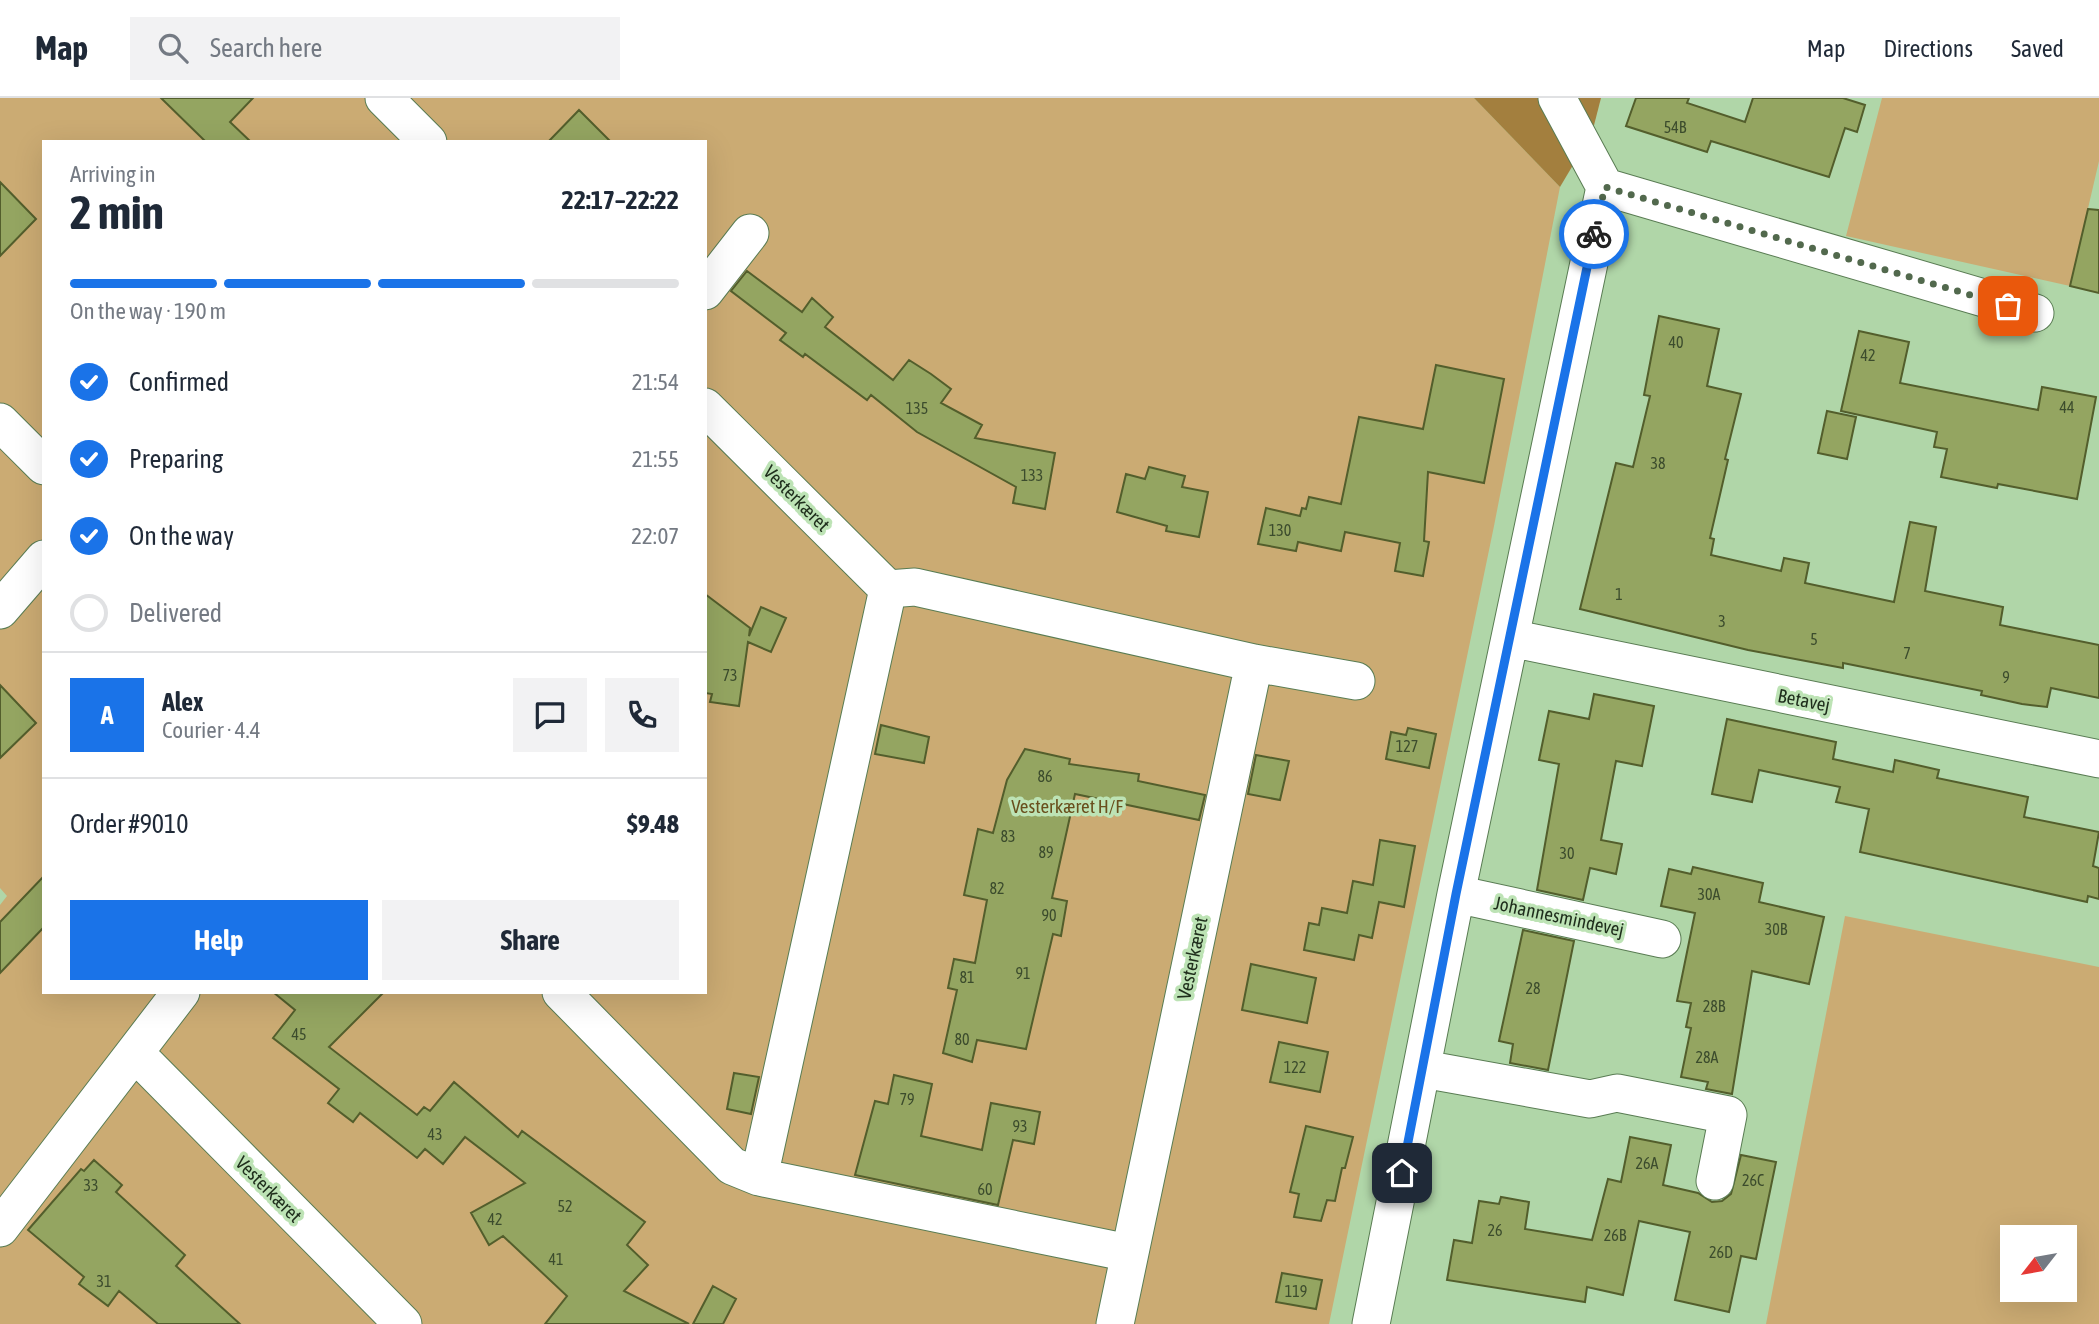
<!DOCTYPE html>
<html lang="en">
<head>
<meta charset="utf-8">
<style>
  body { margin:0; font-family:"Asap Condensed",sans-serif; background:#f2f2f3; color:#1f2937; height:100vh; display:flex; flex-direction:column; font-size:26px; white-space:nowrap }
  * { box-sizing:border-box; margin:0 }
  p { font-size:23px; color:#747a83 }
  .icon { flex:none; width:38px; height:38px; fill:none; stroke:currentColor; stroke-width:2; stroke-linecap:round; stroke-linejoin:round }
  .map { position:relative; flex:1; overflow:hidden }
  .drawer { position:absolute; left:42px; top:42px; width:665px; height:854px; display:flex; flex-direction:column; background:#fff; border-radius:0px; box-shadow:0 7px 28px #0002 }
  .drawer>* { flex:none }
  .needle { width:46px; rotate:239deg }
  .tools { position:absolute; left:2000px; top:1127px; display:grid; gap:14px }
  .tools a { display:grid; place-items:center; width:77px; height:77px; border-radius:0px; background:#fff; box-shadow:0 7px 28px #0002; font-size:35px }
  .pin { position:absolute; display:grid; place-items:center; width:60px; height:60px; color:#fff; margin:-30px; border-radius:14px; box-shadow:0 4px 10px #0006 }
  .courier { position:absolute; display:grid; place-items:center; width:70px; height:70px; margin:-35px; border:5px solid #1a73e8; border-radius:50%; background:#fff; color:#222; box-shadow:0 2px 9px #0007 }
  .summary em { font-style:normal; font-weight:700 }
  .summary div { display:flex; flex-direction:column-reverse }
  .summary { display:flex; align-items:center; justify-content:space-between; height:119px; padding:0 28px }
  h1 { font-size:46px; font-weight:700; line-height:52px }
  .bar { display:grid; grid-template-columns:repeat(4,1fr); gap:10px 7px; align-content:center; height:84px; padding:0 28px }
  .bar i { height:9px; border-radius:5px; background:#e0e1e3 }
  .bar .on { background:#1a73e8 }
  .bar p { grid-column:span 4 }
  .line { display:flex; align-items:center; gap:18px; padding:0 28px; border-top:2px solid #e0e1e3 }
  .line div { flex:1 }
  .round { display:grid; place-items:center; flex:none; width:74px; height:74px; border-radius:0px; background:#f2f2f3 }
  ol { padding:0 28px; list-style:none }
  li { display:flex; align-items:center; gap:21px; height:77px }
  li p { margin-inline-start:auto }
  li .icon { padding:7px; border-radius:50%; background:#1a73e8; color:#fff; stroke-width:4 }
  li:last-child { color:#747a83 }
  li i { width:38px; height:38px; border:4px solid #e0e1e3; border-radius:50% }
  .primary-button { display:flex; gap:14px; margin-top:auto; padding:14px 28px }
  .primary-button a { flex:1; height:80px; border-radius:0px; background:#1a73e8; color:#fff; font-size:28px; font-weight:700; line-height:80px; text-align:center }
  .primary-button a+a { background:#f2f2f3; color:#1f2937 }
  header { display:flex; align-items:center; gap:42px; box-sizing:border-box; height:98px; padding:0 35px; background:#fff; border-bottom:2px solid #e0e1e3 }
  header strong { font-size:33px }
  nav { display:flex; gap:38px; margin-inline-start:auto; font-size:24px }
  .search { width:490px; height:63px; background:#f2f2f3; display:flex; align-items:center; gap:18px; box-sizing:border-box; padding:0 24px; border-radius:0px; color:#747a83; font-size:26px }
  .map>svg:first-child { display:block }
  .green { fill:#cbab73; fill-rule:evenodd }
  .forest { fill:#a37f3e }
  .building { fill:#94a561; stroke:#535e2c; stroke-width:2 }
  .lines { fill:none; stroke-linecap:round; stroke-linejoin:round }
  .minor-casing { stroke:#597c53; stroke-width:39 }
  .minor { stroke:#fff; stroke-width:37 }
  .done { stroke:#52694d; stroke-width:7; stroke-dasharray:0 12.6 }
  .route { stroke:#1a73e8; stroke-width:9 }
  .labels { text-anchor:middle; dominant-baseline:central; stroke-width:7; stroke-linejoin:round; paint-order:stroke }
  .number-label { font-size:16px; fill:#3c4c2d }
  .street-label { font-size:19px; fill:#1f2e1c; stroke:#bde3b5 }
  .park-label { font-size:19px; fill:#694f1d; stroke:#bde3b5 }
</style>
</head>
<body>
<header>
<strong>Map</strong>
<div class="search"><svg class="icon" aria-label="search" viewBox="0 0 24 24"><circle cx="10" cy="10" r="6"/><path d="M15 15l6 6"/></svg>Search here</div>
<nav><a>Map</a><a>Directions</a><a>Saved</a></nav>
</header>
<div class="map">
<svg width="2099" height="1226" viewBox="0 0 2099 1226">
  <rect width="100%" height="100%" fill="#b0d6a8"/>
  <path class="green" d="M 0,0 L 1474,0 L 1560,89 L 1494,428 L 1329,1226 L 0,1226 L 0,807 L 7,798 L 0,790 ZM 44,44 L 705,44 L 705,894 L 44,894 Z
    M 1882,0 L 2099,0 L 2099,63 L 2070,188 L 1846,138 Z
    M 1845,818 L 2099,869 L 2099,1226 L 1766,1226 ZM 2012,1139 L 2065,1139 L 2065,1192 L 2012,1192 Z"/>
  <path class="forest" d="M 1474,0 L 1601,0 L 1592,35 L 1560,89 Z"/>
  <path class="building" d="M 161,0 L 253,0 L 230,24 L 251,44 L 206,44 Z
    M 1636,0 L 1689,0 L 1687,5 L 1745,24 L 1753,0 L 1843,0 L 1865,7 L 1857,34 L 1845,30 L 1829,79 L 1711,43 L 1707,54 L 1626,28 Z
    M 579,12 L 611,44 L 548,44 Z
    M 0,84 L 36,121 L 0,158 Z
    M 2088,111 L 2099,112 L 2099,195 L 2070,188 Z
    M 747,173 L 802,214 L 812,200 L 833,219 L 825,229 L 893,282 L 909,262 L 931,276 L 951,291 L 941,305 L 982,327 L 975,340 L 1055,355 L 1045,411 L 1013,405 L 1016,389 L 917,334 L 871,297 L 867,302 L 805,256 L 803,259 L 780,242 L 786,235 L 731,193 Z
    M 1659,218 L 1719,231 L 1707,288 L 1741,296 L 1725,361 L 1728,362 L 1710,440 L 1714,441 L 1711,457 L 1781,473 L 1784,460 L 1809,465 L 1805,485 L 1894,504 L 1910,424 L 1936,429 L 1925,493 L 2003,509 L 2000,527 L 2099,547 L 2099,600 L 2051,590 L 2047,609 L 2022,606 L 1981,597 L 1982,593 L 1843,565 L 1843,570 L 1748,552 L 1580,511 L 1616,365 L 1633,369 L 1650,298 L 1644,297 Z
    M 1859,233 L 1909,244 L 1900,285 L 2038,312 L 2042,289 L 2096,299 L 2077,401 L 1998,386 L 1997,390 L 1941,379 L 1947,351 L 1934,349 L 1937,334 L 1841,313 Z
    M 1436,267 L 1504,281 L 1484,385 L 1428,374 L 1424,443 L 1429,444 L 1423,478 L 1395,473 L 1400,445 L 1345,434 L 1341,453 L 1298,444 L 1296,453 L 1258,446 L 1266,410 L 1300,418 L 1302,410 L 1306,411 L 1309,399 L 1341,406 L 1359,319 L 1423,331 Z
    M 1827,313 L 1856,319 L 1847,361 L 1818,355 Z
    M 1149,369 L 1185,378 L 1182,389 L 1208,394 L 1199,439 L 1166,433 L 1167,428 L 1117,414 L 1126,376 L 1145,381 Z
    M 705,496 L 750,530 L 749,538 L 761,509 L 786,520 L 771,554 L 748,544 L 739,608 L 710,604 L 712,596 L 705,595 Z
    M 0,587 L 36,625 L 0,660 Z
    M 1594,596 L 1654,608 L 1642,668 L 1616,663 L 1601,742 L 1622,746 L 1616,776 L 1590,770 L 1583,802 L 1537,792 L 1559,666 L 1539,662 L 1549,613 L 1589,621 Z
    M 1727,621 L 1836,644 L 1833,661 L 1893,674 L 1895,662 L 1939,672 L 1937,680 L 2028,699 L 2024,719 L 2099,734 L 2093,768 L 2099,770 L 2099,801 L 2088,798 L 2087,804 L 1860,754 L 1869,711 L 1836,704 L 1840,689 L 1759,672 L 1752,704 L 1712,696 Z
    M 881,627 L 929,639 L 924,665 L 875,656 Z
    M 1408,630 L 1436,636 L 1429,670 L 1386,661 L 1391,634 L 1406,637 Z
    M 1025,651 L 1070,661 L 1069,666 L 1139,676 L 1138,683 L 1205,697 L 1199,722 L 1075,696 L 1052,800 L 1067,803 L 1061,838 L 1053,836 L 1026,951 L 977,942 L 972,964 L 943,955 L 957,892 L 948,890 L 954,861 L 975,865 L 987,802 L 964,797 L 978,731 L 993,735 L 1007,682 Z
    M 1256,657 L 1289,663 L 1280,702 L 1248,696 Z
    M 1380,742 L 1415,748 L 1404,809 L 1379,804 L 1372,840 L 1359,837 L 1354,862 L 1304,852 L 1309,825 L 1319,827 L 1322,810 L 1347,815 L 1353,783 L 1373,787 Z
    M 1693,769 L 1763,785 L 1759,804 L 1824,819 L 1809,886 L 1752,873 L 1732,996 L 1706,991 L 1708,984 L 1681,979 L 1691,930 L 1686,929 L 1691,905 L 1677,903 L 1695,815 L 1661,808 L 1669,771 L 1691,776 Z
    M 44,778 L 44,829 L 0,875 L 0,824 Z
    M 1523,832 L 1574,843 L 1548,972 L 1510,965 L 1513,946 L 1499,943 Z
    M 1251,866 L 1316,880 L 1307,925 L 1242,912 Z
    M 273,894 L 384,894 L 329,949 L 417,1017 L 424,1009 L 430,1013 L 454,984 L 518,1039 L 522,1033 L 645,1124 L 627,1147 L 648,1167 L 624,1193 L 689,1226 L 545,1226 L 567,1198 L 503,1138 L 489,1147 L 471,1115 L 525,1085 L 465,1039 L 443,1066 L 425,1051 L 417,1060 L 360,1015 L 353,1024 L 328,1005 L 339,991 L 273,940 L 295,912 Z
    M 1279,944 L 1328,954 L 1320,994 L 1270,984 Z
    M 734,975 L 759,979 L 751,1016 L 727,1011 Z
    M 894,977 L 932,986 L 921,1038 L 982,1052 L 991,1005 L 1040,1014 L 1034,1046 L 1013,1042 L 998,1107 L 855,1077 L 875,1003 L 888,1006 Z
    M 1306,1028 L 1353,1039 L 1345,1070 L 1342,1070 L 1335,1103 L 1327,1102 L 1321,1123 L 1294,1119 L 1299,1096 L 1290,1094 Z
    M 1630,1039 L 1671,1047 L 1663,1087 L 1698,1095 L 1712,1104 L 1722,1103 L 1731,1096 L 1741,1057 L 1776,1064 L 1756,1161 L 1741,1158 L 1729,1214 L 1675,1202 L 1690,1134 L 1639,1123 L 1623,1197 L 1587,1189 L 1585,1204 L 1447,1182 L 1454,1142 L 1472,1145 L 1479,1103 L 1499,1106 L 1501,1099 L 1529,1104 L 1525,1131 L 1592,1142 L 1608,1081 L 1621,1084 Z
    M 94,1062 L 122,1087 L 116,1094 L 185,1157 L 176,1168 L 240,1226 L 158,1226 L 119,1193 L 108,1208 L 79,1186 L 84,1179 L 28,1132 L 81,1071 L 84,1073 Z
    M 1282,1175 L 1322,1182 L 1316,1211 L 1276,1204 Z
    M 713,1188 L 736,1201 L 723,1226 L 693,1226 Z"/>
  <g class="lines">
    <defs>
      <path id="minor" d="M 384,0 L 428,44
        M 1605,89 L 2035,215
        M 705,193 L 750,135
        M 705,309 L 888,491 L 915,489 L 1254,565
        M 0,324 L 44,368
        M 0,512 L 44,461
        M 1510,540 L 2099,661
        M 1456,796 L 1662,841
        M 561,894 L 732,1068 L 759,1079 L 1129,1155
        M 136,956 L 403,1226
        M 1423,971 L 1590,1001 L 1617,995 L 1728,1017 L 1715,1083
        M 759,1079 L 888,491
        M 0,1130 L 181,894
        M 1115,1226 L 1254,565 L 1356,583
        M 1371,1226 L 1456,796 L 1605,89 L 1557,0"/>
    </defs>
    <use href="#minor" class="minor-casing"/>
    <use href="#minor" class="minor"/>
  </g>
  <g class="lines">
    <path class="done" d="M 1594,136 L 1605,89 L 2008,208"/>
    <path class="route" d="M 1402,1075 L 1456,796 L 1594,136"/>
  </g>
  <g class="labels">
    <g class="number-label">
      <text x="1675" y="29">54B</text>
      <text x="1676" y="244">40</text>
      <text x="1868" y="257">42</text>
      <text x="2067" y="309">44</text>
      <text x="917" y="310">135</text>
      <text x="1658" y="365">38</text>
      <text x="1032" y="377">133</text>
      <text x="1280" y="432">130</text>
      <text x="1619" y="496">1</text>
      <text x="1722" y="523">3</text>
      <text x="1814" y="541">5</text>
      <text x="1907" y="555">7</text>
      <text x="730" y="577">73</text>
      <text x="2006" y="579">9</text>
      <text x="1407" y="648">127</text>
      <text x="1045" y="678">86</text>
      <text x="1008" y="738">83</text>
      <text x="1046" y="754">89</text>
      <text x="1567" y="755">30</text>
      <text x="997" y="790">82</text>
      <text x="1709" y="796">30A</text>
      <text x="1049" y="817">90</text>
      <text x="1776" y="831">30B</text>
      <text x="1023" y="875">91</text>
      <text x="967" y="879">81</text>
      <text x="1533" y="890">28</text>
      <text x="1714" y="908">28B</text>
      <text x="299" y="936">45</text>
      <text x="962" y="941">80</text>
      <text x="1707" y="959">28A</text>
      <text x="1295" y="969">122</text>
      <text x="907" y="1001">79</text>
      <text x="1020" y="1028">93</text>
      <text x="435" y="1036">43</text>
      <text x="1647" y="1065">26A</text>
      <text x="1753" y="1082">26C</text>
      <text x="91" y="1087">33</text>
      <text x="985" y="1091">60</text>
      <text x="565" y="1108">52</text>
      <text x="495" y="1121">42</text>
      <text x="1495" y="1132">26</text>
      <text x="1615" y="1137">26B</text>
      <text x="1721" y="1154">26D</text>
      <text x="556" y="1161">41</text>
      <text x="104" y="1183">31</text>
      <text x="1296" y="1193">119</text>
    </g>
    <g class="street-label">
      <text transform="translate(797 400) rotate(45)">Vesterkæret</text>
      <text transform="translate(1804 602) rotate(11)">Betavej</text>
      <text transform="translate(1559 818) rotate(12)">Johannesmindevej</text>
      <text transform="translate(1192 860) rotate(-78)">Vesterkæret</text>
      <text transform="translate(269 1091) rotate(45)">Vesterkæret</text>
    </g>
    <g class="park-label">
      <text x="1067" y="708">Vesterkæret H/F</text>
    </g>
  </g>
</svg>
<div class="tools">
<a><svg class="needle" viewBox="-14 -14 28 28"><path d="M0-13l5 13h-10z" fill="#e53935"/><path d="M0 13l5-13h-10z" fill="#747a83"/></svg></a>
</div>
<div class="pin" style="left:2008px;top:208px;background:#ea580c"><svg class="icon" aria-label="bag" viewBox="0 0 24 24"><path d="M5 8h14l-1 12H6zM9 8a3 3 0 0 1 6 0"/></svg></div>
<div class="pin" style="left:1402px;top:1075px;background:#1f2937"><svg class="icon" aria-label="home" viewBox="0 0 24 24"><path d="M3 11l9-7 9 7M6 9v11h12V9"/></svg></div>
<div class="courier" style="left:1594px;top:136px"><svg class="icon" aria-label="bike" viewBox="0 0 24 24"><circle cx="6" cy="16" r="4"/><circle cx="18" cy="16" r="4"/><path d="M6 16l4-8h5l3 8M10 8l3 8H6M13 5h3"/></svg></div>
<section class="drawer">
<div class="summary"><div><h1>2 min</h1><p>Arriving in</p></div><em>22:17–22:22</em></div>
<div class="bar"><i class="on"></i><i class="on"></i><i class="on"></i><i></i><p>On the way · 190 m</p></div>
<ol>
<li><svg class="icon" aria-label="check" viewBox="0 0 24 24"><path d="M5 12l5 5 9-10"/></svg>Confirmed<p>21:54</p></li>
<li><svg class="icon" aria-label="check" viewBox="0 0 24 24"><path d="M5 12l5 5 9-10"/></svg>Preparing<p>21:55</p></li>
<li><svg class="icon" aria-label="check" viewBox="0 0 24 24"><path d="M5 12l5 5 9-10"/></svg>On the way<p>22:07</p></li>
<li><i></i>Delivered</li>
</ol>
<div class="line" style="height:126px"><b class="round" style="background:#1a73e8;color:#fff">A</b><div><b>Alex</b><p>Courier · 4.4</p></div><a class="round"><svg class="icon" aria-label="chat" viewBox="0 0 24 24"><path d="M4 5h16v11H9l-5 4z"/></svg></a><a class="round"><svg class="icon" aria-label="phone" viewBox="0 0 24 24"><path d="M5 4h4l2 5-3 2q2 4 5 5l2-3 5 2v4C11 20 4 13 5 4z"/></svg></a></div>
<div class="line" style="height:91px"><div>Order #9010</div><b>$9.48</b></div>
<div class="primary-button"><a>Help</a><a>Share</a></div>
</section>
</div>
</body>
</html>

□ □ □ □ □ □ □

The response should be the listing above, limited to the lines between the one holding "display:grid; place-items:center; width:77px;" and the one holding "display:grid; place-items:center; width:70px;", inclusive, reproduced exactly.

  .tools a { display:grid; place-items:center; width:77px; height:77px; border-radius:0px; background:#fff; box-shadow:0 7px 28px #0002; font-size:35px }
  .pin { position:absolute; display:grid; place-items:center; width:60px; height:60px; color:#fff; margin:-30px; border-radius:14px; box-shadow:0 4px 10px #0006 }
  .courier { position:absolute; display:grid; place-items:center; width:70px; height:70px; margin:-35px; border:5px solid #1a73e8; border-radius:50%; background:#fff; color:#222; box-shadow:0 2px 9px #0007 }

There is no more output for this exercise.